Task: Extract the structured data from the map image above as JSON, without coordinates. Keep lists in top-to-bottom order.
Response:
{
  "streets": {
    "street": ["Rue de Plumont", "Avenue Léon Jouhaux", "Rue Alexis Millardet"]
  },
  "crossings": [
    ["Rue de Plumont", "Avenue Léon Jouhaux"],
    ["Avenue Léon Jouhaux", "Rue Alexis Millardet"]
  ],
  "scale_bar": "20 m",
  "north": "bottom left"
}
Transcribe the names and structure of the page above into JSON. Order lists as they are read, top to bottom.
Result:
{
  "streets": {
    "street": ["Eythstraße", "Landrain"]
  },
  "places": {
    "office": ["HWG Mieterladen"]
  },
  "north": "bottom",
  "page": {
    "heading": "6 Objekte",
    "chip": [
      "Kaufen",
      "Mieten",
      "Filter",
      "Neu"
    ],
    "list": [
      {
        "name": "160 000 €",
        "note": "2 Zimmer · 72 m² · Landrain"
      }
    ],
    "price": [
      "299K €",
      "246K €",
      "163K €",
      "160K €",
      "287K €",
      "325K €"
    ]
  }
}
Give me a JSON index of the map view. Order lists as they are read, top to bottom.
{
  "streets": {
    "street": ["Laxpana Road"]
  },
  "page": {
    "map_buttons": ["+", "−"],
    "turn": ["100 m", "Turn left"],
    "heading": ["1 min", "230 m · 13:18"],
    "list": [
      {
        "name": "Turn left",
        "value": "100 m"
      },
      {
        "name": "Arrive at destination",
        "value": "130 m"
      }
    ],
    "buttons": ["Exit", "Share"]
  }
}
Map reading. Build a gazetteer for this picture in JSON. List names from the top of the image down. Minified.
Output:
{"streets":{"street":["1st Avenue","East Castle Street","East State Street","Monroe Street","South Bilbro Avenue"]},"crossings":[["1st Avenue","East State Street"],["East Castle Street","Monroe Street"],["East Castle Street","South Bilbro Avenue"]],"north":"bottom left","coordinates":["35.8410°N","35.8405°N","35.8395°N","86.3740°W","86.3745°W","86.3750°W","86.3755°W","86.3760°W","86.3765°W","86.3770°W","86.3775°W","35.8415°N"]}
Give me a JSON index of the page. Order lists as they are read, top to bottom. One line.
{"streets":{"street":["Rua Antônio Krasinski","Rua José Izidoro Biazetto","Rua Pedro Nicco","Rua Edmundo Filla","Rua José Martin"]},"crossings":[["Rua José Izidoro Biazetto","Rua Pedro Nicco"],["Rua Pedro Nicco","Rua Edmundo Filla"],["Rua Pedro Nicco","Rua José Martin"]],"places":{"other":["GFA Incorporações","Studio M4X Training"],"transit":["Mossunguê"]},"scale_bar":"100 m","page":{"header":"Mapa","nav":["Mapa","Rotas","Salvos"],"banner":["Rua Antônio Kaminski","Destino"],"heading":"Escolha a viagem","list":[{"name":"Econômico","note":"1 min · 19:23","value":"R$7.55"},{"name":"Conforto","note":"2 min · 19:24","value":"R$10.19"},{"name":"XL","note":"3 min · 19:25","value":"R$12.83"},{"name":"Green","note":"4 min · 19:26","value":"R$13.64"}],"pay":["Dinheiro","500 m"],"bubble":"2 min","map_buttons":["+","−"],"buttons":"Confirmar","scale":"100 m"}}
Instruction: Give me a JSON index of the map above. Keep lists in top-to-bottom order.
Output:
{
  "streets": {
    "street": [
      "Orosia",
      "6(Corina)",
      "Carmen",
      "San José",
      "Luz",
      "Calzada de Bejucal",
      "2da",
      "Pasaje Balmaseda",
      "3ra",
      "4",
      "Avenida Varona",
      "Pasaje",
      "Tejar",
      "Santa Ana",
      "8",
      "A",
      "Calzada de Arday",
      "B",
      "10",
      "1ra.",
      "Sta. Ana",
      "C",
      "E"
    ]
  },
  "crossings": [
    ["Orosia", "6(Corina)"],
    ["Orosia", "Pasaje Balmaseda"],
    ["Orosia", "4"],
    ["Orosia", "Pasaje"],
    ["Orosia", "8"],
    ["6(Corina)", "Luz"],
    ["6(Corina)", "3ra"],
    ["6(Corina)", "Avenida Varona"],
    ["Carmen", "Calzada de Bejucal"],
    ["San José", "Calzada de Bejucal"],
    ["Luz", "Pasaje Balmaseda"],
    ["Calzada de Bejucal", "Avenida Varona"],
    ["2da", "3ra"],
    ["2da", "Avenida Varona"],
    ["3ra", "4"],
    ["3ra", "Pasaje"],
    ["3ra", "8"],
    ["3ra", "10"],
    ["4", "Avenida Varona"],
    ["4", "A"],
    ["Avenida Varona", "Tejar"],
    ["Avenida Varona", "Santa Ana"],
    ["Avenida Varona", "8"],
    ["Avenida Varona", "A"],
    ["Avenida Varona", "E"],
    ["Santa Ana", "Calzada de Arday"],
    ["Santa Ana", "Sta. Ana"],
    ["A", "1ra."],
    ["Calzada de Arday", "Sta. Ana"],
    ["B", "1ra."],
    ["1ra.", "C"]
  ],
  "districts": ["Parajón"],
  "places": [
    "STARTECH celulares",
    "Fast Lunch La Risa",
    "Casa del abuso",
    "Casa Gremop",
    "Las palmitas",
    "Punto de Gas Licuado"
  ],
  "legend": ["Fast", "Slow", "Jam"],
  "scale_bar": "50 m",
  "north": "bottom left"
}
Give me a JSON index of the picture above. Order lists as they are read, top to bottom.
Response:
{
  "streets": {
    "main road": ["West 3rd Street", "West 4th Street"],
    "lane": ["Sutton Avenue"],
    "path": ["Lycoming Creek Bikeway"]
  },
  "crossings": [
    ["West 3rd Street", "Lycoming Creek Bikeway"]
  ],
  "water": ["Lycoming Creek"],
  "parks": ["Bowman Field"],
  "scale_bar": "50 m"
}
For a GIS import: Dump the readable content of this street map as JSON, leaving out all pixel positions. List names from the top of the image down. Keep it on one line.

■ ■ ■

Work to complete: Return every line from the material that contains the word "above".

Solution for this problem:
Task: Extract the structured data from the map image above as JSON, without coordinates. Keep lists in top-to-bottom order.
Transcribe the names and structure of the page above into JSON. Order lists as they are read, top to bottom.
Instruction: Give me a JSON index of the map above. Keep lists in top-to-bottom order.
Give me a JSON index of the picture above. Order lists as they are read, top to bottom.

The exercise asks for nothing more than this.